Para los demás cultivadores, era la ocasión perfecta para presenciar combates, comerciar tesoros y exhibir los propios. Diversos gremios mercantiles también se sumaban con entusiasmo, instalando sucursales temporales bajo la supervisión de la Secta Dao, vendiendo y subastando tesoros con la expectativa de un gran negocio.

 

Con el respaldo de la Secta Dao, nadie se atrevía a manipular precios por la fuerza de su cultivación, ni a cometer robos después de que terminara la subasta.

 

Habían pasado más de ochenta años desde la última asamblea. En esta ocasión, debido a que el Sello del Cielo Yin-Yang estaba refinándose por sí mismo en una transformación única, la Secta Dao decidió adelantar el evento.

 

—¿Vas a la calle del mercado? —preguntó Jiang Li al salir de la Cueva Sellada.

 

—¿Eh? —la Santa Doncella Jingxin no esperaba la pregunta. En realidad sí quería ir, no necesariamente para comprar, sino para mirar.

 

Pero recordando el incidente en el barco volador y conociendo la personalidad de Jiang Li, si admitía que quería ir, él podría responder: “Muy bien, ve tú.
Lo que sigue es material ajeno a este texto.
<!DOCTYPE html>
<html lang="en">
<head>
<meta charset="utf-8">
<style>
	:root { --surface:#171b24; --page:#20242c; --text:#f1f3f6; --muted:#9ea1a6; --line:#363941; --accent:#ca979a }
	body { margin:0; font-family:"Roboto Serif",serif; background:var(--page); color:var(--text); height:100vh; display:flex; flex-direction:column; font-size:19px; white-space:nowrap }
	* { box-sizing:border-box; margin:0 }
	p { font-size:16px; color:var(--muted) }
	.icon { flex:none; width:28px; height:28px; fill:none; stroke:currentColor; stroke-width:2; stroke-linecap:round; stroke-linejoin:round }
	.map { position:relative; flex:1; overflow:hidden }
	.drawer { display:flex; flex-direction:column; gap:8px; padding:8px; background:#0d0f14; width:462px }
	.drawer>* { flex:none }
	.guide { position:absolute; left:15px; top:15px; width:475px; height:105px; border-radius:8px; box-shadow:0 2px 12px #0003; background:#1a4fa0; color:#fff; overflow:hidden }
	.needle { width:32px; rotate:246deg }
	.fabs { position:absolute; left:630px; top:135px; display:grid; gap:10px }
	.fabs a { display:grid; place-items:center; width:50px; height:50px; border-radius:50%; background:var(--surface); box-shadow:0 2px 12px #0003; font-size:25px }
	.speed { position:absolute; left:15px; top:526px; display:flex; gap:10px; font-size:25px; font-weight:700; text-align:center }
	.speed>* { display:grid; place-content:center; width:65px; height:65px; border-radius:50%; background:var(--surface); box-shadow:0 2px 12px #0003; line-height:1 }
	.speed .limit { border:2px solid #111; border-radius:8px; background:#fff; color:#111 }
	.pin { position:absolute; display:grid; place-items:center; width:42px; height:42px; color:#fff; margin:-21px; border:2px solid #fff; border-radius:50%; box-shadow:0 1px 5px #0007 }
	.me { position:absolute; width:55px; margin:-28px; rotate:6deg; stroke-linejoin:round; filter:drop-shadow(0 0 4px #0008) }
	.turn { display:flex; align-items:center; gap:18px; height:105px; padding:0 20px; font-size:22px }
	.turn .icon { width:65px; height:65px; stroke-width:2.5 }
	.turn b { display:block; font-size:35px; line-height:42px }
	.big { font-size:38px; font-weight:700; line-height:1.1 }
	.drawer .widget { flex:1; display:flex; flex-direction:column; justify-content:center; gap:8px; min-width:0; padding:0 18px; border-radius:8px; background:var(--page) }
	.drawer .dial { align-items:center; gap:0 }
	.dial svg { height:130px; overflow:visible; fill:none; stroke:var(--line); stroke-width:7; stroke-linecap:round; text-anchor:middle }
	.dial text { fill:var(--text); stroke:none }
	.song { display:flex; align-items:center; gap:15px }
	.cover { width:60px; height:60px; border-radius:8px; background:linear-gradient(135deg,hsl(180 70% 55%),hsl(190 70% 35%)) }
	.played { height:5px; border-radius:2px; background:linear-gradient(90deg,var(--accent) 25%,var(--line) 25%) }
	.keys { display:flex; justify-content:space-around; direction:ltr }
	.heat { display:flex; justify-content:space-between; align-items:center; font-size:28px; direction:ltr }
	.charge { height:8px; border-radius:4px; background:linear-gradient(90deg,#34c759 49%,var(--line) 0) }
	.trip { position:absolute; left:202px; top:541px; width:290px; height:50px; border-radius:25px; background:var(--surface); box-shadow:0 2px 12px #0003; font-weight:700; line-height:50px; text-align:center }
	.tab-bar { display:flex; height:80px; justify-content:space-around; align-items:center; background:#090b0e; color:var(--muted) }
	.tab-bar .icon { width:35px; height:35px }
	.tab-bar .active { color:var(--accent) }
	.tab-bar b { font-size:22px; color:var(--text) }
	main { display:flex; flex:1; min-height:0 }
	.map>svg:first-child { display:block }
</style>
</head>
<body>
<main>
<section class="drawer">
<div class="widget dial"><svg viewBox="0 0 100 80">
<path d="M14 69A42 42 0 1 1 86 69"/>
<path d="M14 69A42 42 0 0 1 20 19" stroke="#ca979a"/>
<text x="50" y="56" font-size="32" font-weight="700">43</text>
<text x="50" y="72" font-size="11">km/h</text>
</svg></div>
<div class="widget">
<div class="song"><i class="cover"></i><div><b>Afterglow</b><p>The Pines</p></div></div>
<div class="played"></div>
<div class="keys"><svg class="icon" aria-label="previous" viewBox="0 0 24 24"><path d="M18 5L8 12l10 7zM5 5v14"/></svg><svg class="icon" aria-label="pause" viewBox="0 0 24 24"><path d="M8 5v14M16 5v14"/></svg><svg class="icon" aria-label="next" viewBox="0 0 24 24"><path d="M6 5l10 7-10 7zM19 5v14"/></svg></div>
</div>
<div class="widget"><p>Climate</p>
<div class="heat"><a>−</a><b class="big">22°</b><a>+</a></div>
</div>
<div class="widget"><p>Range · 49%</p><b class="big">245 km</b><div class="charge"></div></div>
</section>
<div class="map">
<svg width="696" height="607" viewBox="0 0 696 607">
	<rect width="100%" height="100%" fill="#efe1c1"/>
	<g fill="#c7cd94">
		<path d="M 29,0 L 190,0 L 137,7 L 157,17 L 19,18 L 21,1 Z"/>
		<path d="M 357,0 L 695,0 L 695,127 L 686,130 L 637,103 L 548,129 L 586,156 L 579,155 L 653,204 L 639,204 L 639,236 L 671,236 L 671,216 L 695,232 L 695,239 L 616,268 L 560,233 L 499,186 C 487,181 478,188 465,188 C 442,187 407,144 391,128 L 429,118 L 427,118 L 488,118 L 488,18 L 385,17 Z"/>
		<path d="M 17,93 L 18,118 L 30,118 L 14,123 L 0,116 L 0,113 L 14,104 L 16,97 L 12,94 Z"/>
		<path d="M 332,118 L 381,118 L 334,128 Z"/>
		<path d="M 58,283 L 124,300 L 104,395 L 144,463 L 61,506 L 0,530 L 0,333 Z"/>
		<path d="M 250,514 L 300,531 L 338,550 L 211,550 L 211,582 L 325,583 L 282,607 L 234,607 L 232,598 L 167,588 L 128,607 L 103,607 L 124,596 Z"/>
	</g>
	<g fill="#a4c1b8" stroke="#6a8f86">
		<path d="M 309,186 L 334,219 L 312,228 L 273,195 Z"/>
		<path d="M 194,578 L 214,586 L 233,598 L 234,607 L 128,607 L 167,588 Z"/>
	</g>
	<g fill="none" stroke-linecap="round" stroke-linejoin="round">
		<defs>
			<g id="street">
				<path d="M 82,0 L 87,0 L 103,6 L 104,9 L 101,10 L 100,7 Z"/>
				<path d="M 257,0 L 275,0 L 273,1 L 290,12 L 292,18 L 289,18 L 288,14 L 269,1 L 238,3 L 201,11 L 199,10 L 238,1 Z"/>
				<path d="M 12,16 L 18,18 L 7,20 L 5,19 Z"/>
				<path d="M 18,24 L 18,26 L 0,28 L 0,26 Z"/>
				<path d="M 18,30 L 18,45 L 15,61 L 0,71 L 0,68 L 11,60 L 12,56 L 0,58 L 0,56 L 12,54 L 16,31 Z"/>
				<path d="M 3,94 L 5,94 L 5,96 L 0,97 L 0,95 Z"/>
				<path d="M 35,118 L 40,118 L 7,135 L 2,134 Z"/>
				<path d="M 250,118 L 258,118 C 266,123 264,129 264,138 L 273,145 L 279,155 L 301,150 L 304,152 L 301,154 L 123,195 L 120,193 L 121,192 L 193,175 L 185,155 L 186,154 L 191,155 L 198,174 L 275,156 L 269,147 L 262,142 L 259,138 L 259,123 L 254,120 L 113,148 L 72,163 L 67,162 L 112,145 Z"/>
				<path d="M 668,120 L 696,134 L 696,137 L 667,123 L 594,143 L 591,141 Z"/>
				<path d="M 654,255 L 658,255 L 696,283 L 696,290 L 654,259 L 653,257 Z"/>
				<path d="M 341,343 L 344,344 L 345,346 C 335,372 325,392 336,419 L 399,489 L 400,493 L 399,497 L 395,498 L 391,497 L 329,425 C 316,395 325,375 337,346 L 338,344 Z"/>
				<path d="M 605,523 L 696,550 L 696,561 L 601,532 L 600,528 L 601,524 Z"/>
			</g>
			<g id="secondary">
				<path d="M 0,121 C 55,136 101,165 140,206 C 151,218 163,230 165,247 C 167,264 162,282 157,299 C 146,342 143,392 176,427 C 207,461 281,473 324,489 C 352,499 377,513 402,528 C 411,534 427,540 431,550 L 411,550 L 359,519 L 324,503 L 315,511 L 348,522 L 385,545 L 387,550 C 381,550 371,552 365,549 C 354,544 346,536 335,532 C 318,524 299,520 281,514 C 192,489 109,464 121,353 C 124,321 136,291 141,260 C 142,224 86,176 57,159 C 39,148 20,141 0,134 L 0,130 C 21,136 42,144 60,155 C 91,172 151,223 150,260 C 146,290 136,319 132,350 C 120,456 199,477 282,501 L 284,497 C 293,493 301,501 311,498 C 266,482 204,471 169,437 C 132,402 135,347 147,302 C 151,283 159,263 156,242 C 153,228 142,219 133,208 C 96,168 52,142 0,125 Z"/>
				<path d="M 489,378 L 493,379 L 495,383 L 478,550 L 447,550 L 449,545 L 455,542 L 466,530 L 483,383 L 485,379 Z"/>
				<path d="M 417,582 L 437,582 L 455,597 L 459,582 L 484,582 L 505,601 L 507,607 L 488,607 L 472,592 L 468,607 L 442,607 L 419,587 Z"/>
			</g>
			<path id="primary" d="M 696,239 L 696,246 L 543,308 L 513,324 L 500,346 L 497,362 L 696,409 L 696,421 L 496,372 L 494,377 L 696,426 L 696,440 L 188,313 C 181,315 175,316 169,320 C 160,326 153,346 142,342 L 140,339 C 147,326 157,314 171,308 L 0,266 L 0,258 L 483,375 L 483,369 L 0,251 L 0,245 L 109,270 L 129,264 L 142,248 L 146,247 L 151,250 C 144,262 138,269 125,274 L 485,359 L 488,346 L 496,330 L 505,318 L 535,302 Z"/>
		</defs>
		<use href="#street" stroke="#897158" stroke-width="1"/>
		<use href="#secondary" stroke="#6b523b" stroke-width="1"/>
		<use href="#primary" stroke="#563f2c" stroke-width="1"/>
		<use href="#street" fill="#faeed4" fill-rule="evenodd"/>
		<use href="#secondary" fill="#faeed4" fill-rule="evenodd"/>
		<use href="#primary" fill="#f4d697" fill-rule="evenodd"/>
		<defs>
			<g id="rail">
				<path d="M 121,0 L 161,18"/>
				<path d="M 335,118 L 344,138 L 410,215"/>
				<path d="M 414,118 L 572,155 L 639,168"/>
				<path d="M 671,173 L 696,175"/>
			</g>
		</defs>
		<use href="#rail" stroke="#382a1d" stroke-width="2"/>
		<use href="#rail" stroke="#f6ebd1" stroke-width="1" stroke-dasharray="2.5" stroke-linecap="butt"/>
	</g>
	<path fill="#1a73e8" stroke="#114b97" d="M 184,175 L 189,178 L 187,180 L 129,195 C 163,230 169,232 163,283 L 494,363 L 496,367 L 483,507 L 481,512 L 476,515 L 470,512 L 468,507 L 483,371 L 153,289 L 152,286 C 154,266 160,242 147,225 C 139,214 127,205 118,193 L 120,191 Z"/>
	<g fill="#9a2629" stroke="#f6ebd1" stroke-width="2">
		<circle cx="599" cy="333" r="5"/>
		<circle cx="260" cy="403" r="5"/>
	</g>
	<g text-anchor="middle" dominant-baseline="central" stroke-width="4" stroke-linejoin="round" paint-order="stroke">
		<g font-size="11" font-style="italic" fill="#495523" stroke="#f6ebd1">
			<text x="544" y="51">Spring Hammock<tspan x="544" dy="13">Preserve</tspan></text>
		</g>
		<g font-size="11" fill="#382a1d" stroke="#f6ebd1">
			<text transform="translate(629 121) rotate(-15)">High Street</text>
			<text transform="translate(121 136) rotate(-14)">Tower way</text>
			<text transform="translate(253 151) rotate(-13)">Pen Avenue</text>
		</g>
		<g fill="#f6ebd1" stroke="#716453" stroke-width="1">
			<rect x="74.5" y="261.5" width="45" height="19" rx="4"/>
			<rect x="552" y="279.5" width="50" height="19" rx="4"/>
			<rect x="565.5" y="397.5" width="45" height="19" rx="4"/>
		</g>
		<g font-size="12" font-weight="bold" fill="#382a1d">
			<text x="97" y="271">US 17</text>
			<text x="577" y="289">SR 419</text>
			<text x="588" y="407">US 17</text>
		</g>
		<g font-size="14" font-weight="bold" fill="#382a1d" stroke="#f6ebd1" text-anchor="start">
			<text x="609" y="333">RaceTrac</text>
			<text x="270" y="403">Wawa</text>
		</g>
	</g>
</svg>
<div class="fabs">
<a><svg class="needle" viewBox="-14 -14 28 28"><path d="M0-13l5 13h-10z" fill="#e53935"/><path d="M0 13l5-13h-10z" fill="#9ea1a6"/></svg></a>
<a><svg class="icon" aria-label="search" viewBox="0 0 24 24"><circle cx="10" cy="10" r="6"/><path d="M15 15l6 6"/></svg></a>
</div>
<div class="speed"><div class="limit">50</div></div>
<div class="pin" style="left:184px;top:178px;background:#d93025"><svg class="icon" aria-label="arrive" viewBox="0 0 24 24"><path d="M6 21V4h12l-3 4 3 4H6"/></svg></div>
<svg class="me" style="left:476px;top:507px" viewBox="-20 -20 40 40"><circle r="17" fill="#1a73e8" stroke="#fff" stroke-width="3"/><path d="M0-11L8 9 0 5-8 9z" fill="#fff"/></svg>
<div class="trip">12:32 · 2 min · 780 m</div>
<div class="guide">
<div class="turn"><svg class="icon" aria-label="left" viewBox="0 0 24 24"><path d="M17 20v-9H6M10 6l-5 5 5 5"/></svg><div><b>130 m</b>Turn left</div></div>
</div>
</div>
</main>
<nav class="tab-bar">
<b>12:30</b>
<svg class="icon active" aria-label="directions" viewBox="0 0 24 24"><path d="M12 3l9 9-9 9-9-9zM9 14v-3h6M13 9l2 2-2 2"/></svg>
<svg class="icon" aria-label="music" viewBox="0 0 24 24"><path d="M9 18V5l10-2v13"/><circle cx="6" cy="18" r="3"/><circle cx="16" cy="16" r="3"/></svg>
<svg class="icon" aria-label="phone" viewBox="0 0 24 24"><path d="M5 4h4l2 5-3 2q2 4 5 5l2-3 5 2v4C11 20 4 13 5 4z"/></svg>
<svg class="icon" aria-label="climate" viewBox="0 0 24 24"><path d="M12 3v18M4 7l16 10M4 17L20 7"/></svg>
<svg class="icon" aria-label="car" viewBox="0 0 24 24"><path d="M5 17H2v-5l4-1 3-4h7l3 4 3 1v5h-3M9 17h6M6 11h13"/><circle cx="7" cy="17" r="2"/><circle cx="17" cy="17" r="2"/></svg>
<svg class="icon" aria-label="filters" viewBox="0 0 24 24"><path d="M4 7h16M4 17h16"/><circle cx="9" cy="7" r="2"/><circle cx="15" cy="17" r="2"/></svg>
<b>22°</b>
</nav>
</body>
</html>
Yo me voy.”

 

Así que, en contra de sus deseos, dijo:

 

—No, ¿qué tiene de interesante la calle del mercado? No voy.

 

—Ah, entonces ve tú primero. Yo daré una vuelta. —Jiang Li se marchó sin dudar, dejando a la Santa Doncella desconcertada.

 

Ella dio un pisotón de frustración, apretó los dientes y terminó siguiéndolo de todas formas.

 

Jiang Li ya había decidido que estaba allí de vacaciones, así que no tenía un objetivo concreto; simplemente paseaba y visitaba amigos.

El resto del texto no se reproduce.